**Try it**. I'd like the full listing transcribed exactly, with no images included.

**Supplied records**.
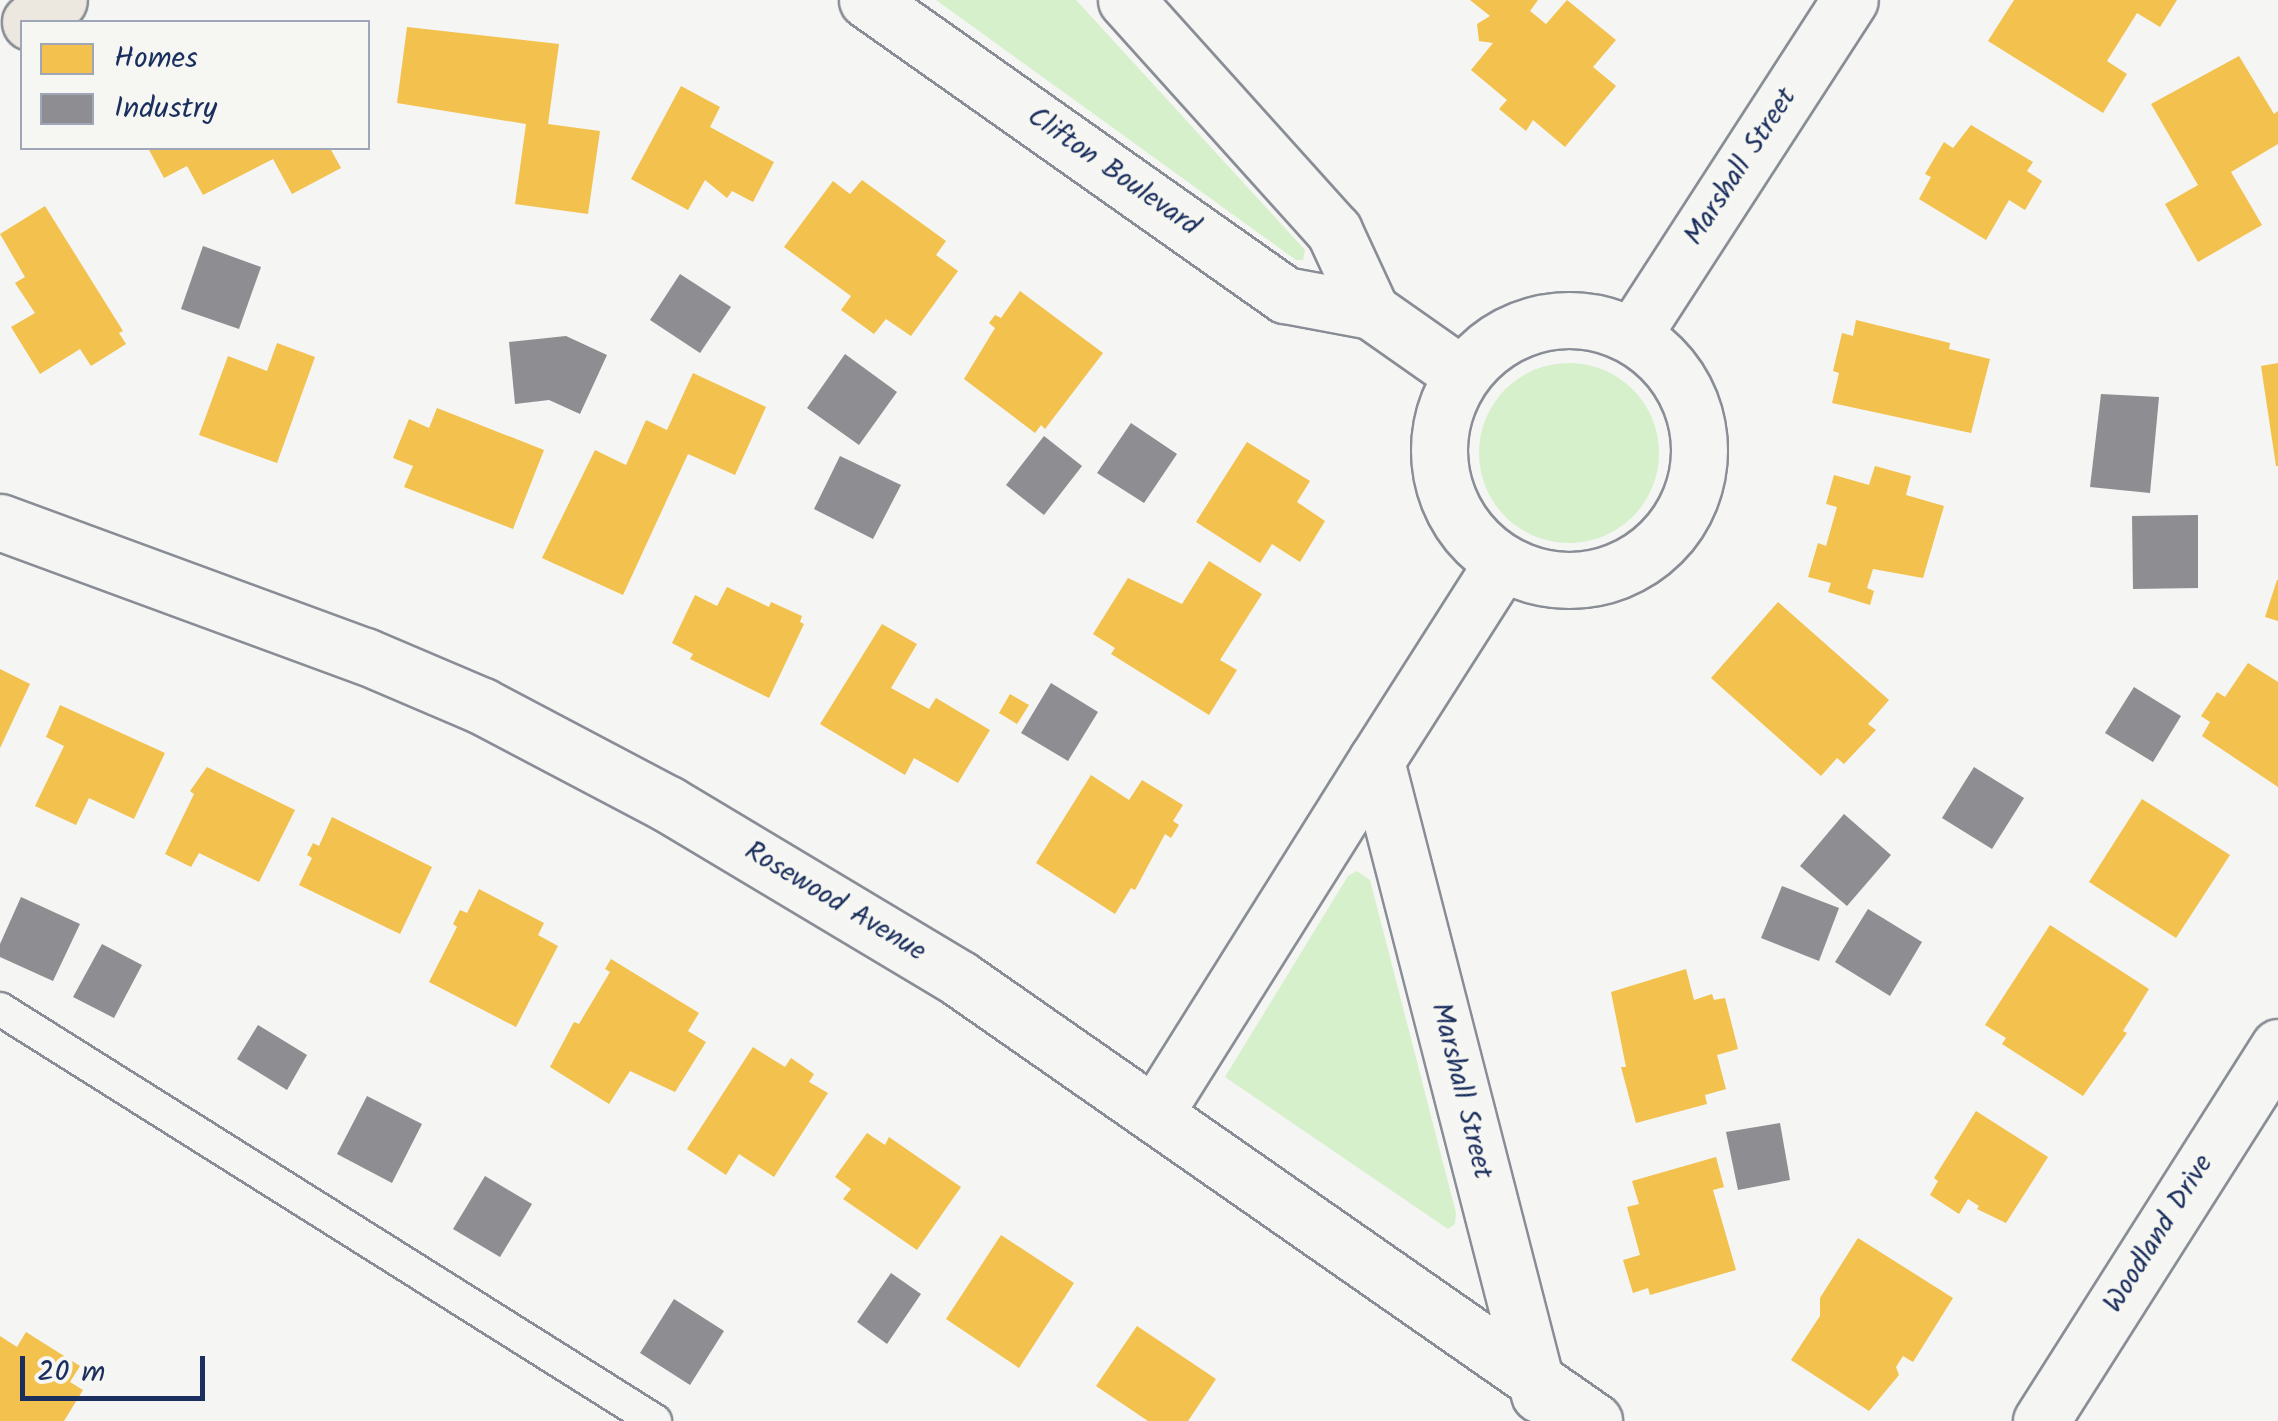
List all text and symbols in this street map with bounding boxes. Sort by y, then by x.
legend [20,20,370,150]
text: Homes [114,35,198,83]
street label: Marshall Street [1678,82,1804,252]
text: Industry [114,85,217,133]
street label: Clifton Boulevard [1021,100,1205,244]
street label: Rosewood Avenue [738,835,932,969]
street label: Marshall Street [1423,999,1499,1183]
street label: Woodland Drive [2097,1149,2221,1319]
scale bar [25,1336,210,1398]
text: 20 m [37,1349,105,1397]

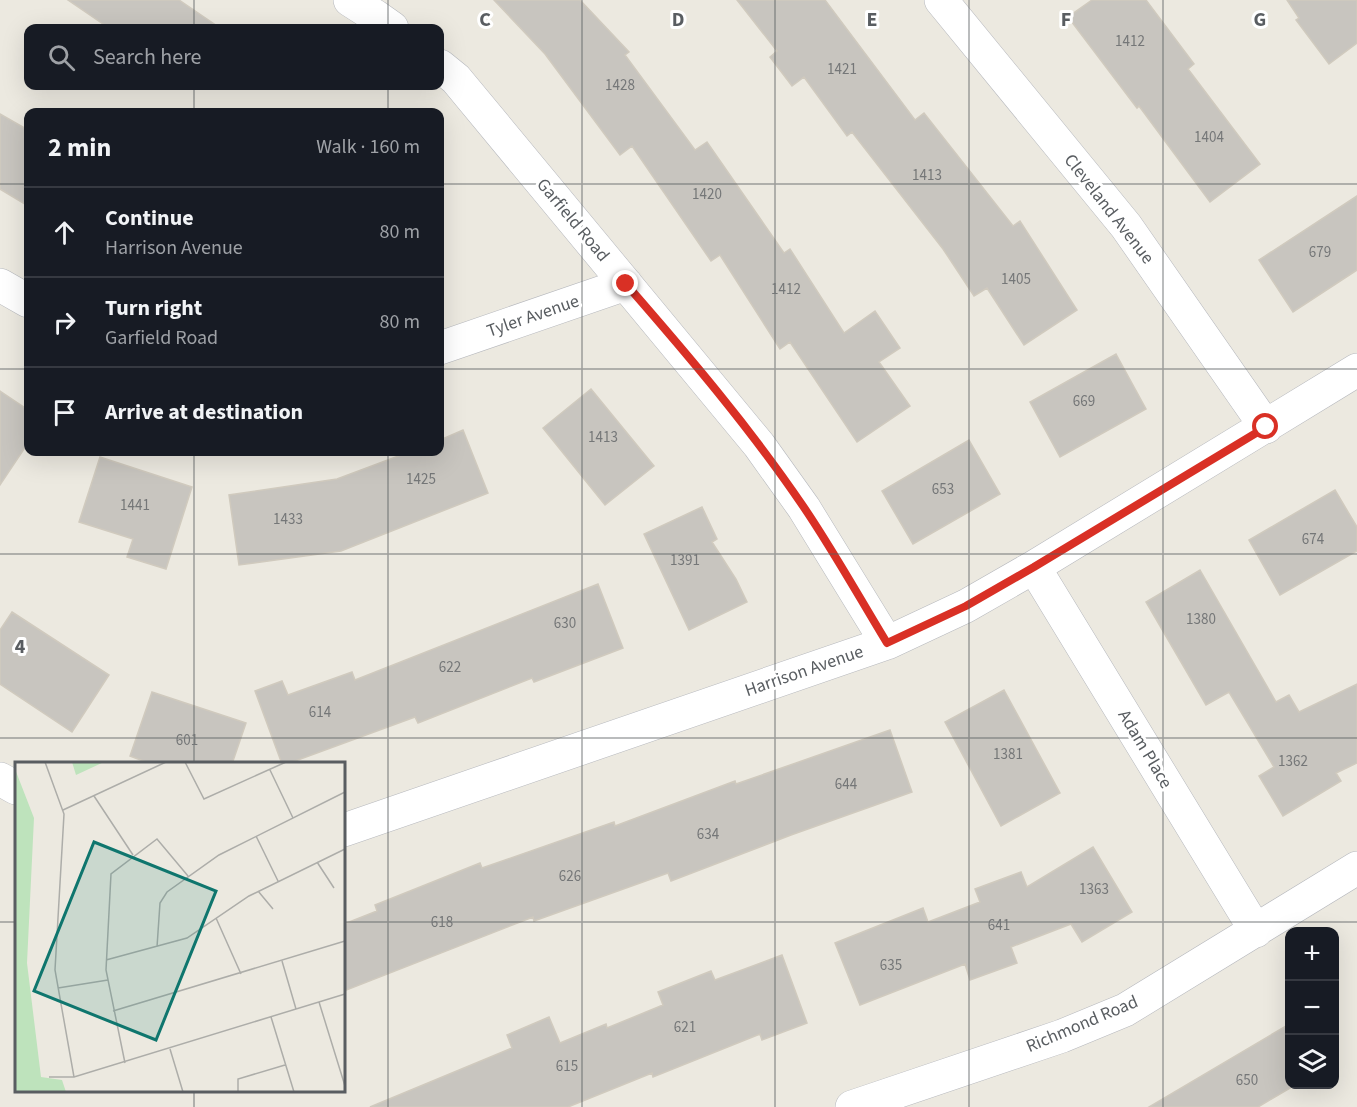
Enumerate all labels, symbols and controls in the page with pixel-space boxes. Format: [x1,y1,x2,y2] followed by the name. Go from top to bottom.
[479,6,491,34] text: C
[672,6,684,34] text: D
[867,6,877,34] text: E
[1061,6,1071,34] text: F
[1254,6,1266,34] text: G
[24,24,444,90] search box
[1115,31,1145,52] house number: 1412
[45,41,78,74] icon: search
[93,41,201,73] text: Search here
[827,59,857,80] house number: 1421
[605,75,635,96] house number: 1428
[1194,127,1224,148] house number: 1404
[48,129,111,166] text: 2 min
[316,133,420,161] text: Walk · 160 m
[1058,149,1160,269] street label: Cleveland Avenue
[912,165,942,186] house number: 1413
[531,173,615,267] street label: Garfield Road
[692,184,722,205] house number: 1420
[105,202,194,234] text: Continue
[48,216,81,249] icon: ahead
[380,218,420,246] text: 80 m
[105,234,243,262] text: Harrison Avenue
[1309,242,1331,263] house number: 679
[1001,269,1031,290] house number: 1405
[612,270,638,296] route end
[771,279,801,300] house number: 1412
[483,288,583,343] street label: Tyler Avenue
[105,292,202,324] text: Turn right
[48,306,81,339] icon: right
[380,308,420,336] text: 80 m
[105,324,218,352] text: Garfield Road
[1073,391,1095,412] house number: 669
[48,396,81,429] icon: arrive
[105,396,303,428] text: Arrive at destination
[1252,413,1278,439] route start
[588,427,618,448] house number: 1413
[406,469,436,490] house number: 1425
[932,479,954,500] house number: 653
[120,495,150,516] house number: 1441
[273,509,303,530] house number: 1433
[1302,529,1325,550] house number: 674
[670,550,700,571] house number: 1391
[1186,609,1216,630] house number: 1380
[554,613,576,634] house number: 630
[15,633,26,661] text: 4
[741,639,867,703] street label: Harrison Avenue
[439,657,461,678] house number: 622
[309,702,332,723] house number: 614
[1112,705,1178,793] street label: Adam Place
[176,730,198,751] house number: 601
[993,744,1023,765] house number: 1381
[1278,751,1308,772] house number: 1362
[15,762,345,1092] inset map
[835,774,858,795] house number: 644
[697,824,720,845] house number: 634
[559,866,581,887] house number: 626
[1079,879,1109,900] house number: 1363
[431,912,453,933] house number: 618
[988,915,1010,936] house number: 641
[1285,927,1339,1089] map controls
[1285,927,1339,981] button: +
[880,955,902,976] house number: 635
[1285,981,1339,1035] button: −
[1022,989,1142,1059] street label: Richmond Road
[674,1017,696,1038] house number: 621
[1285,1035,1339,1089] button: layers
[556,1056,578,1077] house number: 615
[1236,1070,1258,1091] house number: 650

**Response to the exercise**.
List all text and symbols in this street map with bounding boxes. Sort by y, then by x.
legend [20,20,370,150]
text: Homes [114,35,198,83]
street label: Marshall Street [1678,82,1804,252]
text: Industry [114,85,217,133]
street label: Clifton Boulevard [1021,100,1205,244]
street label: Rosewood Avenue [738,835,932,969]
street label: Marshall Street [1423,999,1499,1183]
street label: Woodland Drive [2097,1149,2221,1319]
scale bar [25,1336,210,1398]
text: 20 m [37,1349,105,1397]

Enumerate all labels, symbols and controls in the page with pixel-space boxes. Format: [x1,y1,x2,y2] followed by the name. Go from top to bottom.
[479,6,491,34] text: C
[672,6,684,34] text: D
[867,6,877,34] text: E
[1061,6,1071,34] text: F
[1254,6,1266,34] text: G
[24,24,444,90] search box
[1115,31,1145,52] house number: 1412
[45,41,78,74] icon: search
[93,41,201,73] text: Search here
[827,59,857,80] house number: 1421
[605,75,635,96] house number: 1428
[1194,127,1224,148] house number: 1404
[48,129,111,166] text: 2 min
[316,133,420,161] text: Walk · 160 m
[1058,149,1160,269] street label: Cleveland Avenue
[912,165,942,186] house number: 1413
[531,173,615,267] street label: Garfield Road
[692,184,722,205] house number: 1420
[105,202,194,234] text: Continue
[48,216,81,249] icon: ahead
[380,218,420,246] text: 80 m
[105,234,243,262] text: Harrison Avenue
[1309,242,1331,263] house number: 679
[1001,269,1031,290] house number: 1405
[612,270,638,296] route end
[771,279,801,300] house number: 1412
[483,288,583,343] street label: Tyler Avenue
[105,292,202,324] text: Turn right
[48,306,81,339] icon: right
[380,308,420,336] text: 80 m
[105,324,218,352] text: Garfield Road
[1073,391,1095,412] house number: 669
[48,396,81,429] icon: arrive
[105,396,303,428] text: Arrive at destination
[1252,413,1278,439] route start
[588,427,618,448] house number: 1413
[406,469,436,490] house number: 1425
[932,479,954,500] house number: 653
[120,495,150,516] house number: 1441
[273,509,303,530] house number: 1433
[1302,529,1325,550] house number: 674
[670,550,700,571] house number: 1391
[1186,609,1216,630] house number: 1380
[554,613,576,634] house number: 630
[15,633,26,661] text: 4
[741,639,867,703] street label: Harrison Avenue
[439,657,461,678] house number: 622
[309,702,332,723] house number: 614
[1112,705,1178,793] street label: Adam Place
[176,730,198,751] house number: 601
[993,744,1023,765] house number: 1381
[1278,751,1308,772] house number: 1362
[15,762,345,1092] inset map
[835,774,858,795] house number: 644
[697,824,720,845] house number: 634
[559,866,581,887] house number: 626
[1079,879,1109,900] house number: 1363
[431,912,453,933] house number: 618
[988,915,1010,936] house number: 641
[1285,927,1339,1089] map controls
[1285,927,1339,981] button: +
[880,955,902,976] house number: 635
[1285,981,1339,1035] button: −
[1022,989,1142,1059] street label: Richmond Road
[674,1017,696,1038] house number: 621
[1285,1035,1339,1089] button: layers
[556,1056,578,1077] house number: 615
[1236,1070,1258,1091] house number: 650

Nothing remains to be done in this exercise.